Auf diesem Foto seiner Wikipedia-Page hat er blutunterlaufene Augen. Er sieht aus, als habe er ein Frühstück mit drei Bieren und ein Schläfchen, aus dem ihn jemand unsanft geweckt hat, hinter sich. Aber das ist doch eigentlich besser! Der Arnie der 2010er Jahre ist viel interessanter und auch schauspielerisch talentierter als zuvor—er ist endlich zum Menschen geworden.
Die Steirische Eiche könnte sich nun in eine Art Clint Eastwood verwandeln, der ja auch erst mit 62 Unforgiven gemacht hat und mit 74 Million Dollar Baby. Schwarzenegger ist da alterstechnisch genau in der Mitte. Er wird nächsten Monat 68—und betritt die vielleicht interessanteste Phase seines Lebens.
Egal wie idiotisch kostspielig Arnolds Lebenswandel sein mag—wie erwähnt: der Mann, der eigentlich selbst schon ein Panzer ist, besitzt auch einen Panzer—, er müsste nie wieder einen Film machen. Er war mal 800,000,000 Dollar schwer, was ihn auch nach schlechten Investitionen und der hässlichen Scheidung sicher nicht am Hungertuch nagend zurückgelassen hat.
Wenn man eine Ikone ist, ist es nicht schwer Geld zu verdienen. Arnie kann in einen Werbespot spazieren, dabei aufs Gesicht fallen, sich selbst für acht Sekunden überspielt verarschen und bekommt dann pervers viel Geld dafür. Man darf also davon ausgehen, dass er sich so ziemlich jedes Filmprojekt frei nach Lust und Laune aussuchen kann.
Mit dieser Meerkat-Werbung wollte wirklich niemand große Kunst schaffen. Es sind auch keine großen Performances—weder von Schwarzenegger noch den CGI-Erdmännchen.

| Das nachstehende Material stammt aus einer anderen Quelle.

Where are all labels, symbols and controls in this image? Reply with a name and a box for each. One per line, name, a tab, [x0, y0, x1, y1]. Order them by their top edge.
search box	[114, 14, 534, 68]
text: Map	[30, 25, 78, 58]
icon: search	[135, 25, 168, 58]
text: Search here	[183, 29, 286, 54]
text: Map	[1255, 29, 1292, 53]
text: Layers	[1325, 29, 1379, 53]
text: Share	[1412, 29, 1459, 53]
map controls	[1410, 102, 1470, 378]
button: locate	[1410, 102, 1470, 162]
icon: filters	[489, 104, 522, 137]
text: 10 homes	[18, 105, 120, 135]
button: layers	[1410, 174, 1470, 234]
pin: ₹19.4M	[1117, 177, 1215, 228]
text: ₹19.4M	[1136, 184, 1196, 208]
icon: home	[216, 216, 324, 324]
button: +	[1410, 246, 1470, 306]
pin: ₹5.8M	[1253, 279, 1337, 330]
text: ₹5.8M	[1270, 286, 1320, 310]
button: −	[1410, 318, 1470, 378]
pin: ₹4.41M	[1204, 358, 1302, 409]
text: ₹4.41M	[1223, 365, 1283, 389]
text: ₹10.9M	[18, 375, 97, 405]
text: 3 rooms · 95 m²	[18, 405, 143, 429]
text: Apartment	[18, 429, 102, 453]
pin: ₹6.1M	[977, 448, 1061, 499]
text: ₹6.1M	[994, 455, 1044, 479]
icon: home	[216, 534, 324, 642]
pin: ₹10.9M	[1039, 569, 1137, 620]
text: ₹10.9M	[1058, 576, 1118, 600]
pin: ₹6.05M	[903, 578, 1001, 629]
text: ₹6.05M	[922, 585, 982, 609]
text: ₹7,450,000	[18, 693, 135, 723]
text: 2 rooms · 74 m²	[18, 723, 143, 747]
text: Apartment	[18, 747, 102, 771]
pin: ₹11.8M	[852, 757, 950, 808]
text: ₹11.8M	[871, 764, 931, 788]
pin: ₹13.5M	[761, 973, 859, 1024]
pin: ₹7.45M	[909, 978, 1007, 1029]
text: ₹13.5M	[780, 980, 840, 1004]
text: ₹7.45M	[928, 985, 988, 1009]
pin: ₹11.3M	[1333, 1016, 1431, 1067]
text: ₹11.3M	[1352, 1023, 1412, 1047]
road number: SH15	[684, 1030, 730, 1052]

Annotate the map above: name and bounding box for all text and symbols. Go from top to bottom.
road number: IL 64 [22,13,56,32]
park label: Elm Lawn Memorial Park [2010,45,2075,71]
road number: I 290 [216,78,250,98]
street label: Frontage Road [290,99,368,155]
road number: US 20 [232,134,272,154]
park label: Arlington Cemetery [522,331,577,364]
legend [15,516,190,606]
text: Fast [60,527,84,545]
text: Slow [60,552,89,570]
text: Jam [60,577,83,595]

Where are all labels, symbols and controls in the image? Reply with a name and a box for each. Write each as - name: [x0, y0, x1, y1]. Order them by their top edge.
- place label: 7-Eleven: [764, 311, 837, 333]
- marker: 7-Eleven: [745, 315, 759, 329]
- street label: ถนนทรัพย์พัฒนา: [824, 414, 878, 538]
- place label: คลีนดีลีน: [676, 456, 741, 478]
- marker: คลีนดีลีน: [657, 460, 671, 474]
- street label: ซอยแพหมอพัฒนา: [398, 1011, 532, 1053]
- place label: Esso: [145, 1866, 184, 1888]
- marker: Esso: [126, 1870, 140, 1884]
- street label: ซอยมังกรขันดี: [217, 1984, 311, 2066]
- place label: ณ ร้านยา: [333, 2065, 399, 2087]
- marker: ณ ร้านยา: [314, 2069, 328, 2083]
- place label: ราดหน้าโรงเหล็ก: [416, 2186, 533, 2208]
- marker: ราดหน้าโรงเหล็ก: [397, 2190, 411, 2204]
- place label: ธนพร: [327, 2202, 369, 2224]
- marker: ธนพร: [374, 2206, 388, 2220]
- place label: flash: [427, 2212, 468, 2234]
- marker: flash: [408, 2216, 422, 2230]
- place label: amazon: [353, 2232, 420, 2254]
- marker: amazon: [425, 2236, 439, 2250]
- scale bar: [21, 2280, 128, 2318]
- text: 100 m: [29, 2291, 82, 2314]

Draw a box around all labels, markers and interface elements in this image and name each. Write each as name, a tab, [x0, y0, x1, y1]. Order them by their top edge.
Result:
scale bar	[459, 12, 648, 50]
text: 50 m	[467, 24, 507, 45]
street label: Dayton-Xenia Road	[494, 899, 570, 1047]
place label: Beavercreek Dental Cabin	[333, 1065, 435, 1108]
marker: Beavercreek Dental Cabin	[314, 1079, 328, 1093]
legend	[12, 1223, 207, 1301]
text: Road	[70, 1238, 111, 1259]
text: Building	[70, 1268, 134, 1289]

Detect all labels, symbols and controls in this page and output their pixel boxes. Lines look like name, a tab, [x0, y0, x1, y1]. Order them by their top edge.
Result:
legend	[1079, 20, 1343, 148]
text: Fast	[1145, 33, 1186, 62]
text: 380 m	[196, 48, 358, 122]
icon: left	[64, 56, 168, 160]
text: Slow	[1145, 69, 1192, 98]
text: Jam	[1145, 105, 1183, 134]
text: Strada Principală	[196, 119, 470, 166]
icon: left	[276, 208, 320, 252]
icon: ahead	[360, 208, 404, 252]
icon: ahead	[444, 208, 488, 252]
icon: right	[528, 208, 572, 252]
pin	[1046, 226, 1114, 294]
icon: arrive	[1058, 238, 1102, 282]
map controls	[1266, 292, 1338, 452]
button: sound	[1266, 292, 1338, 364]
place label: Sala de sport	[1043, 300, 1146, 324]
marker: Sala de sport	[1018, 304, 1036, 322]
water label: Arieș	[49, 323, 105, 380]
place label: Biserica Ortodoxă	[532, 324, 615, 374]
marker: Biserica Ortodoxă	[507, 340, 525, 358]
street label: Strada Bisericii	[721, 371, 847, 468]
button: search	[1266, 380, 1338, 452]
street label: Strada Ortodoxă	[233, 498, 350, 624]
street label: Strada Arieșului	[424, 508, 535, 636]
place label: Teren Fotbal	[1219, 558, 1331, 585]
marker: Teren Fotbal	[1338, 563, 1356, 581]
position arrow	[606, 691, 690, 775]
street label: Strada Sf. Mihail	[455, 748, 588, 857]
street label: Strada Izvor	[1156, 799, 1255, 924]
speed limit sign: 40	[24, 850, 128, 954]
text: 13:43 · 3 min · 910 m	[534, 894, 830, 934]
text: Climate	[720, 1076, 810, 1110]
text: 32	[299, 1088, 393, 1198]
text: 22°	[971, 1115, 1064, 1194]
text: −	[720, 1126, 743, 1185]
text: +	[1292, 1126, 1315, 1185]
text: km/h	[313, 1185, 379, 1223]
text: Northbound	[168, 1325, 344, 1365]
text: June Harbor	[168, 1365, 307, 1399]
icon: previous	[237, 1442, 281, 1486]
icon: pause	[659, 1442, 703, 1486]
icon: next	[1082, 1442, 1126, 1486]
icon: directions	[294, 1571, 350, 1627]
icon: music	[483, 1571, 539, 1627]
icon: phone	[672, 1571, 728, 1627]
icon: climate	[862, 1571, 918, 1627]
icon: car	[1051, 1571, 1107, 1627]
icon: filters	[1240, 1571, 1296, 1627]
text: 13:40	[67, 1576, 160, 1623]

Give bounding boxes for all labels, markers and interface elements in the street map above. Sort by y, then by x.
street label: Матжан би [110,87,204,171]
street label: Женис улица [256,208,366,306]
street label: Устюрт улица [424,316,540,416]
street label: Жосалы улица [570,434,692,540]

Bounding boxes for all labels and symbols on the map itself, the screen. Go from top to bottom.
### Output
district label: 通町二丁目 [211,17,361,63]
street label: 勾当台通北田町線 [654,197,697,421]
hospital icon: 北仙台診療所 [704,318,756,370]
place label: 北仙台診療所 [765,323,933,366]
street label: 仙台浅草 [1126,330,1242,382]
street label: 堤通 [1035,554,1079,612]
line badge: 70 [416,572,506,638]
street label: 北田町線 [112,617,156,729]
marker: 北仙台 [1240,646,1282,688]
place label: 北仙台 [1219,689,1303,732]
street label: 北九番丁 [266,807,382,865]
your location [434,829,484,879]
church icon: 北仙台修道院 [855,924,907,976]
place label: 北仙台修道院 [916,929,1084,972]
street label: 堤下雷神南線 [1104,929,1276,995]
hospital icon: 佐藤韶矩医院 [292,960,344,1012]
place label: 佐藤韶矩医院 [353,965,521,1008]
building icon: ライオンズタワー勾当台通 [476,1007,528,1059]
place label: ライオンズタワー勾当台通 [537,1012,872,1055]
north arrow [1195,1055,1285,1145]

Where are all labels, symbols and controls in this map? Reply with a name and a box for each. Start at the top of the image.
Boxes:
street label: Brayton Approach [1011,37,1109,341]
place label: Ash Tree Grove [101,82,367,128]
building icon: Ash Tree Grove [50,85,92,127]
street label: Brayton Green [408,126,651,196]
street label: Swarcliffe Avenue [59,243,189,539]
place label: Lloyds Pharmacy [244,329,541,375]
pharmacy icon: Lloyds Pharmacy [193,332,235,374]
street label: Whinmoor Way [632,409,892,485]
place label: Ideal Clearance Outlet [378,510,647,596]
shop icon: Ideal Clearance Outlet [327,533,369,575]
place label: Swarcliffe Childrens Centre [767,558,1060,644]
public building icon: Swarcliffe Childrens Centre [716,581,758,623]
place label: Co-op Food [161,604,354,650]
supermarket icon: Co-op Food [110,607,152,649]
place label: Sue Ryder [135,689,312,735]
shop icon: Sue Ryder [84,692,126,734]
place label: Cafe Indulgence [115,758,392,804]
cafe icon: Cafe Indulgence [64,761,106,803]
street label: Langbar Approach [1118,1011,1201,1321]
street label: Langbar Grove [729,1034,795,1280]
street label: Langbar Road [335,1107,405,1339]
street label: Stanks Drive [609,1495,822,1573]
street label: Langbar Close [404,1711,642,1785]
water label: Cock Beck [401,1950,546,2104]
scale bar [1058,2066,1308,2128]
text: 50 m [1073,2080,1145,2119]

Vielleicht ist das ein nötiges Übel. Durch solche Auftritte hat Schwarzenegger den Luxus, sich Filme auszusuchen, die tatsächlich interessant sind. Auch wenn die Resultate seiner späteren Filmografie sehr verschiedenartig waren, ist er letztlich nach allen Projekten gut ausgestiegen.
Seine erste Hauptrolle dieser Dekade war 2013 in The Last Stand, der den südkoreanischen Regisseur Kim Jee-woon nach Hollywood brachte und Arnie Wrestling-Künste verlieh. Die Kampfszenen waren echt packend, da sie gut zeigen wie ein 60-jähriger Bodybuilder beim Raufen aussehen würde. Schwere und plumpe Schläge, die Torsos durch Fenster wuchten. Das ist kein Conan, kein Terminator, sondern ein alter Sack, der geladen ist und will, dass alle mal die Schnauze halten.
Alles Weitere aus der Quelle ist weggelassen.